Background/aims: The differential diagnosis of cystic uterine tumors includes fibroids showing cystic degeneration, cystic adenomyomas, congenital cysts, and developmental anomalies.

Methods: The incidence, clinical presentation and accuracy in preoperative diagnosis of cystic uterine tumors were studied in a university hospital population over a 6-year period.

Results: 29 cases were included. Of these, 8 corresponded to the diagnosis of a non-fibroid uterine cystic enlargement, and 21 to that of a fibroid with cystic degeneration. Age and parity were significantly lower in patients with non-fibroid cysts. Rates of symptomatic women (60 vs. 55.6%) were similar in both groups. The preoperative diagnosis was accurate in 20/21 (95.2%) cases with a degenerated leiomyoma.

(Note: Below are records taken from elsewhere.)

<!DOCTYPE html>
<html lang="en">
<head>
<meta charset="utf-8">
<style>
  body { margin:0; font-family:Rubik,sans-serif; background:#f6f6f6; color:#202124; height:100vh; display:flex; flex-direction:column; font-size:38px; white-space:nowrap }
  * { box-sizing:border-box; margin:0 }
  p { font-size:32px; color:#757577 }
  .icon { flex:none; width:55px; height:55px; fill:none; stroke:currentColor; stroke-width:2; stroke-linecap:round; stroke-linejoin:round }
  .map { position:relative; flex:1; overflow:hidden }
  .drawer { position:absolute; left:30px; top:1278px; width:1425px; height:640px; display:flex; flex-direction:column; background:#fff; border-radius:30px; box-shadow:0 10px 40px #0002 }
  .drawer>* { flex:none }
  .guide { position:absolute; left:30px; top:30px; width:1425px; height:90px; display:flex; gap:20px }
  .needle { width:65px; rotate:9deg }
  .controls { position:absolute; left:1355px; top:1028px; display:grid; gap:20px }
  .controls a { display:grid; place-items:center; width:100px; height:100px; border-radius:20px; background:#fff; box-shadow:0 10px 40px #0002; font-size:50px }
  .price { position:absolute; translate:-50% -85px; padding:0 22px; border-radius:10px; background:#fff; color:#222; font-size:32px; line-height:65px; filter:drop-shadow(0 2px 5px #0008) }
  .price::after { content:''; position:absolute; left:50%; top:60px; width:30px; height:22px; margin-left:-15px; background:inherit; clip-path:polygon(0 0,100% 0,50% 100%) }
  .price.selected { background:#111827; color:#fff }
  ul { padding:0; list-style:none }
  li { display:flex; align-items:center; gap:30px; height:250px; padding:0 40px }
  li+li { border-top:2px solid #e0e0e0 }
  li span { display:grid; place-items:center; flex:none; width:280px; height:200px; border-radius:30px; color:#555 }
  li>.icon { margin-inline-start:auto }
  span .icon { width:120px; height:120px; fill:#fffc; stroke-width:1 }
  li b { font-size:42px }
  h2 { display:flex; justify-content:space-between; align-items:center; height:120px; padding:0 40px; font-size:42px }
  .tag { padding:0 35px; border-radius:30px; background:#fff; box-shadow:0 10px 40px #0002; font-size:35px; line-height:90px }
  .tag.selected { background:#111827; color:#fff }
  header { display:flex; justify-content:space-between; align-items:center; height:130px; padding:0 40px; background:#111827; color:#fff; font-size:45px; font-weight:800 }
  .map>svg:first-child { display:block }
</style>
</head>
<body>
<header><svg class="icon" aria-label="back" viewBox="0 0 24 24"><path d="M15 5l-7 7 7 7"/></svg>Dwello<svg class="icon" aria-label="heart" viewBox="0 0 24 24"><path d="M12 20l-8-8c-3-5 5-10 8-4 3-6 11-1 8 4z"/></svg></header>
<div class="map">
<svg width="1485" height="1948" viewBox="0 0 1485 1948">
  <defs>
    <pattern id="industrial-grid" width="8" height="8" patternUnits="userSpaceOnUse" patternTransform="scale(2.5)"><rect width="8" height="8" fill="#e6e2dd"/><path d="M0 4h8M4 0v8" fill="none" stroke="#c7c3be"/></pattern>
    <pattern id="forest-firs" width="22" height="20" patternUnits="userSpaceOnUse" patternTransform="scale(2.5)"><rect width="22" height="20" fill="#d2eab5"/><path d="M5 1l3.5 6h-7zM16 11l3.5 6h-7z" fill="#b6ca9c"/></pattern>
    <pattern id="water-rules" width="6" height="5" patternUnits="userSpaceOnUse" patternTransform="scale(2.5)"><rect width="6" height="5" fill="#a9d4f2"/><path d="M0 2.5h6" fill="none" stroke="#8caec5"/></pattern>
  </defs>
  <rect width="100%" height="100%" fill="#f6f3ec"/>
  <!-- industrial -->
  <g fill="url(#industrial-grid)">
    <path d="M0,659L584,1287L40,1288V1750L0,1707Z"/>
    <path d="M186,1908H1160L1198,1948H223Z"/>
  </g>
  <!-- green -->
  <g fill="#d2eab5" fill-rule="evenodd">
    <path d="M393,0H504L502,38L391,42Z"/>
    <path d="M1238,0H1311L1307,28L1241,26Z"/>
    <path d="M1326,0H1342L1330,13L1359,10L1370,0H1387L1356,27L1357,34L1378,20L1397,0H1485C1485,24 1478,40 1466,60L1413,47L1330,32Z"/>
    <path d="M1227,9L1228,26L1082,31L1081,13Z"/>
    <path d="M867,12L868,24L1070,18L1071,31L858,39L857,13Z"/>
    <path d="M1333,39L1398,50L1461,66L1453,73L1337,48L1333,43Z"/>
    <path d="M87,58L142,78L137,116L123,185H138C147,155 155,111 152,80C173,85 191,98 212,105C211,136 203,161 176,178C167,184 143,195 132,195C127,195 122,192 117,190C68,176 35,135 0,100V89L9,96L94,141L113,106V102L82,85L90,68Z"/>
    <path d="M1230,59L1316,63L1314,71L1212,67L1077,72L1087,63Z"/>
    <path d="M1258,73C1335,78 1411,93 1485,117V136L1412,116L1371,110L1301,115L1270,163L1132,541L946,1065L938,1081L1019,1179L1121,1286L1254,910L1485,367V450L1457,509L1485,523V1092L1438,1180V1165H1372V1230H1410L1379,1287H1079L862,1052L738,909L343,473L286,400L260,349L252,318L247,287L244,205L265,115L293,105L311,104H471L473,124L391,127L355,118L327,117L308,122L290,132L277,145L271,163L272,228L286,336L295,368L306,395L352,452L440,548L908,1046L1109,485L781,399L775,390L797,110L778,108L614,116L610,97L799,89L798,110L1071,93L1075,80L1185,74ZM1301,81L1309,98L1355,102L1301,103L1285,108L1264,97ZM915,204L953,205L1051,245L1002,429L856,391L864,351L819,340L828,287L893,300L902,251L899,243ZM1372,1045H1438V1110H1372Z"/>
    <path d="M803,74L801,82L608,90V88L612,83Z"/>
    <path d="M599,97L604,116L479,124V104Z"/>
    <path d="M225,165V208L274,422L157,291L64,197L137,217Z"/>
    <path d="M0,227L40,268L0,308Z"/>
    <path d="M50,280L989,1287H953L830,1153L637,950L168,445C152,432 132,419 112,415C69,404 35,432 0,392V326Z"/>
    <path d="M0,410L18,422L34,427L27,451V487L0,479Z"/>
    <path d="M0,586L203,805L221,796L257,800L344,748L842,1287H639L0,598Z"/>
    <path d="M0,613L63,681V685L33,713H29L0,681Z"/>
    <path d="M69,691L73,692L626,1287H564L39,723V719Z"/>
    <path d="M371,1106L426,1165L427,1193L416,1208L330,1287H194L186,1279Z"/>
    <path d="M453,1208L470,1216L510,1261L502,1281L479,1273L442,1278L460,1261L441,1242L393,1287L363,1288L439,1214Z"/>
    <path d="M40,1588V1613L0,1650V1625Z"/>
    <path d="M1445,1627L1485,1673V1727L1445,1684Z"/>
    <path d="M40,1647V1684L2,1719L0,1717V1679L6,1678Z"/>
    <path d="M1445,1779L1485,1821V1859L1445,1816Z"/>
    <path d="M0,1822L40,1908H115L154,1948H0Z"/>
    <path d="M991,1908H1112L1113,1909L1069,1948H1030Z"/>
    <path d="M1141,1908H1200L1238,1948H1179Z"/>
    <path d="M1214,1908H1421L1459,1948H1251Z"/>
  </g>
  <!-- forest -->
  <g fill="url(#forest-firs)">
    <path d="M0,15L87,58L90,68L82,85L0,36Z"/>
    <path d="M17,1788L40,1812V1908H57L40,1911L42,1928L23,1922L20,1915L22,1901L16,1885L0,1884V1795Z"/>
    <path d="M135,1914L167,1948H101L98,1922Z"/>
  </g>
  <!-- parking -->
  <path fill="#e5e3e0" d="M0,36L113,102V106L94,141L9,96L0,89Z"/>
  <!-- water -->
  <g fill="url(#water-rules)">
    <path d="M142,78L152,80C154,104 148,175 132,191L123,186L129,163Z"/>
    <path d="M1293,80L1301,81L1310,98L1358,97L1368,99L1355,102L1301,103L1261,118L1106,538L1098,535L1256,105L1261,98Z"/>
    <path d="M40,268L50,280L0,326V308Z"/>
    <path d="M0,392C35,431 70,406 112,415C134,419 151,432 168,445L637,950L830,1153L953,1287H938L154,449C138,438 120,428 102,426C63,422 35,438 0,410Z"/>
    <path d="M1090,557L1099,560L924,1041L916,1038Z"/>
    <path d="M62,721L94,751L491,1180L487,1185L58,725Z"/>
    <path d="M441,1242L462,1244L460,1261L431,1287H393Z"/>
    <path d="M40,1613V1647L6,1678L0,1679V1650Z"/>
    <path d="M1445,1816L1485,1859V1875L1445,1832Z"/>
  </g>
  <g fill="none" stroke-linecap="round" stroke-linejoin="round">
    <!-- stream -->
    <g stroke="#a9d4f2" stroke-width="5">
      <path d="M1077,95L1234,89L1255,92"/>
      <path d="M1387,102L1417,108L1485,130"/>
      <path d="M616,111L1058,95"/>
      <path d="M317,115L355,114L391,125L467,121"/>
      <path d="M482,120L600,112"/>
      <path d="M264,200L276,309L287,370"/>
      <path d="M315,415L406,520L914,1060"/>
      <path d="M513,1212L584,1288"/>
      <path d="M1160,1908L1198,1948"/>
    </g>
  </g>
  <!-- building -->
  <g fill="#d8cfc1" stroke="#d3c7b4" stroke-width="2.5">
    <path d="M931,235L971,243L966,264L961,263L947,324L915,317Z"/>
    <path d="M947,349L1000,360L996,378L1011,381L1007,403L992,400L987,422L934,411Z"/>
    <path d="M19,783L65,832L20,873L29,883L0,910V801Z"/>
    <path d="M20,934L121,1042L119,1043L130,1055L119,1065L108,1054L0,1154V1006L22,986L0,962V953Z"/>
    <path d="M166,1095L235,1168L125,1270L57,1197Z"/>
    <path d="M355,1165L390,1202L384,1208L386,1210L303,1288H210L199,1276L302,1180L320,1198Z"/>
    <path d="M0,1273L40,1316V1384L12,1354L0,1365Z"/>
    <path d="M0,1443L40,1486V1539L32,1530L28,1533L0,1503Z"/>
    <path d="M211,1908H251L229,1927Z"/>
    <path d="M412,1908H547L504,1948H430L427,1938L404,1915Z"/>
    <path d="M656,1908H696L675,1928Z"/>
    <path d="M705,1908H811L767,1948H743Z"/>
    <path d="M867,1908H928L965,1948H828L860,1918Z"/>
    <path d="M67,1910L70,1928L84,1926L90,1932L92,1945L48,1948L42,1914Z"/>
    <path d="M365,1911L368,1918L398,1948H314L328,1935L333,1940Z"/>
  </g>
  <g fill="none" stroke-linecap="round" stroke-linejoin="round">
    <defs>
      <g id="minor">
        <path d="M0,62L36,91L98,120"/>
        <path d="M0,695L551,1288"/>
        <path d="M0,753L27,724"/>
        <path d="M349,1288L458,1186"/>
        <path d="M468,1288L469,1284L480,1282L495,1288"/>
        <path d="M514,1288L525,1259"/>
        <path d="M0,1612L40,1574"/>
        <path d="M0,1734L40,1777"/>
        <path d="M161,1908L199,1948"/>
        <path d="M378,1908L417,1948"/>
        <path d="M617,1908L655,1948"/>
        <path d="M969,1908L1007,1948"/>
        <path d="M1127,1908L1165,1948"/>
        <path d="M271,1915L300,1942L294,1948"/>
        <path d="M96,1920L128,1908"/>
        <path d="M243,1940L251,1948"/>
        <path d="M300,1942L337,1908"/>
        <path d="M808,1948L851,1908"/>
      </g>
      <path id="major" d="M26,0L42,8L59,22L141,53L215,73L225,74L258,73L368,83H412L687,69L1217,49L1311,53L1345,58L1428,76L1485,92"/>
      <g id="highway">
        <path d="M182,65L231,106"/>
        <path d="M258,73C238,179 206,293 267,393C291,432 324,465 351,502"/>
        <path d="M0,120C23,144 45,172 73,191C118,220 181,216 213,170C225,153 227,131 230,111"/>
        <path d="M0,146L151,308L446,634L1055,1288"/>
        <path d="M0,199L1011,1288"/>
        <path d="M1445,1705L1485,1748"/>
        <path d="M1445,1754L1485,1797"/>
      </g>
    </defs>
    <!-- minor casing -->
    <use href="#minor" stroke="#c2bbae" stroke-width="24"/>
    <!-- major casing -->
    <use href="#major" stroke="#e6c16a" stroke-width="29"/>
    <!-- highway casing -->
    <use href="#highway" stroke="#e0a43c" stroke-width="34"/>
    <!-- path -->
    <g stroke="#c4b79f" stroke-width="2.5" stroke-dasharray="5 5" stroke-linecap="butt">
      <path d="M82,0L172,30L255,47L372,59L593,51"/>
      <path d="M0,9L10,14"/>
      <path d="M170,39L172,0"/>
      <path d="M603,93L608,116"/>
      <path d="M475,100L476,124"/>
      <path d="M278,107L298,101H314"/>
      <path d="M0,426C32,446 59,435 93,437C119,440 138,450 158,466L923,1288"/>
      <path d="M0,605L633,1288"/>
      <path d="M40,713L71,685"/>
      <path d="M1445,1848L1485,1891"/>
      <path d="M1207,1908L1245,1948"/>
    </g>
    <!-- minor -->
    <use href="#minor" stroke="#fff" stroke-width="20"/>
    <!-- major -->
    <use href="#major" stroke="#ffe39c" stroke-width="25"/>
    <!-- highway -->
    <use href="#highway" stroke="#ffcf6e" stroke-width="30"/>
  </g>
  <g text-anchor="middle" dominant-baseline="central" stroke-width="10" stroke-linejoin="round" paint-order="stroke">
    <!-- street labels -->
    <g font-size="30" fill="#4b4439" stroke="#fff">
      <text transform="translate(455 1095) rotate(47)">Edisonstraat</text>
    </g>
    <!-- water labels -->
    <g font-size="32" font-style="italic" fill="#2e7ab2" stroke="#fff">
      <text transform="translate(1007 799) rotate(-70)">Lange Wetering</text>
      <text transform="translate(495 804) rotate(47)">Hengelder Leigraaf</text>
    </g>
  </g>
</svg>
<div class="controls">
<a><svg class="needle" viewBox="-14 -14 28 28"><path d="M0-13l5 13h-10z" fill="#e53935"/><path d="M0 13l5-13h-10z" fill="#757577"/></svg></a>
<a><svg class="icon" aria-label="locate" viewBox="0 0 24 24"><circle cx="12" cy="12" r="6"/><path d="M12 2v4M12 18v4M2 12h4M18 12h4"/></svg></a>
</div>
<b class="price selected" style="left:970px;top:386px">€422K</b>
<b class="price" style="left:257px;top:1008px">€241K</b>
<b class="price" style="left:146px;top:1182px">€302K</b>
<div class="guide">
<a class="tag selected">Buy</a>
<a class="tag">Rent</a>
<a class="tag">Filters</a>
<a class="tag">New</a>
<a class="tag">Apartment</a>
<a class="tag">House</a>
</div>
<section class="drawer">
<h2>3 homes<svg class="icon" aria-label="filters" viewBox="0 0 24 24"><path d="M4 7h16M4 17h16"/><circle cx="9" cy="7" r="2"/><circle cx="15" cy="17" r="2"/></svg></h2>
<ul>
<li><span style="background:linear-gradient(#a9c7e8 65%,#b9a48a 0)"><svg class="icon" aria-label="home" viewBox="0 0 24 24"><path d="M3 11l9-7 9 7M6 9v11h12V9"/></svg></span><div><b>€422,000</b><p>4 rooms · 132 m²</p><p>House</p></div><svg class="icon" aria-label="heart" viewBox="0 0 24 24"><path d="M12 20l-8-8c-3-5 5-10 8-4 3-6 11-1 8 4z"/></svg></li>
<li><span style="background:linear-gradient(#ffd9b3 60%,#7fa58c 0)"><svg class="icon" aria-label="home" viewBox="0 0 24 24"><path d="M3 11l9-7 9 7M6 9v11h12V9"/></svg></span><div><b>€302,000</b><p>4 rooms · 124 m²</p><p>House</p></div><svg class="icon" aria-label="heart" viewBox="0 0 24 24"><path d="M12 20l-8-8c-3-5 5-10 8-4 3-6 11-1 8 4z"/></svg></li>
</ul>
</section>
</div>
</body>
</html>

On the contrary, in 6/8 (75%) cases with a non-fibroid cystic swelling an erroneous diagnosis of an adnexal or an extrauterine mass was made preoperatively. In this group, histology of the tumor showed a cystic adenomyoma in 3, a congenital cyst in 3, and a blind rudimentary uterine horn in 2 cases, respectively.

Conclusion: Uterine cystic tumors are uncommon. Frequently, non-fibroid swellings are erroneously diagnosed as adnexal enlargements and their true origin only becomes evident during surgery.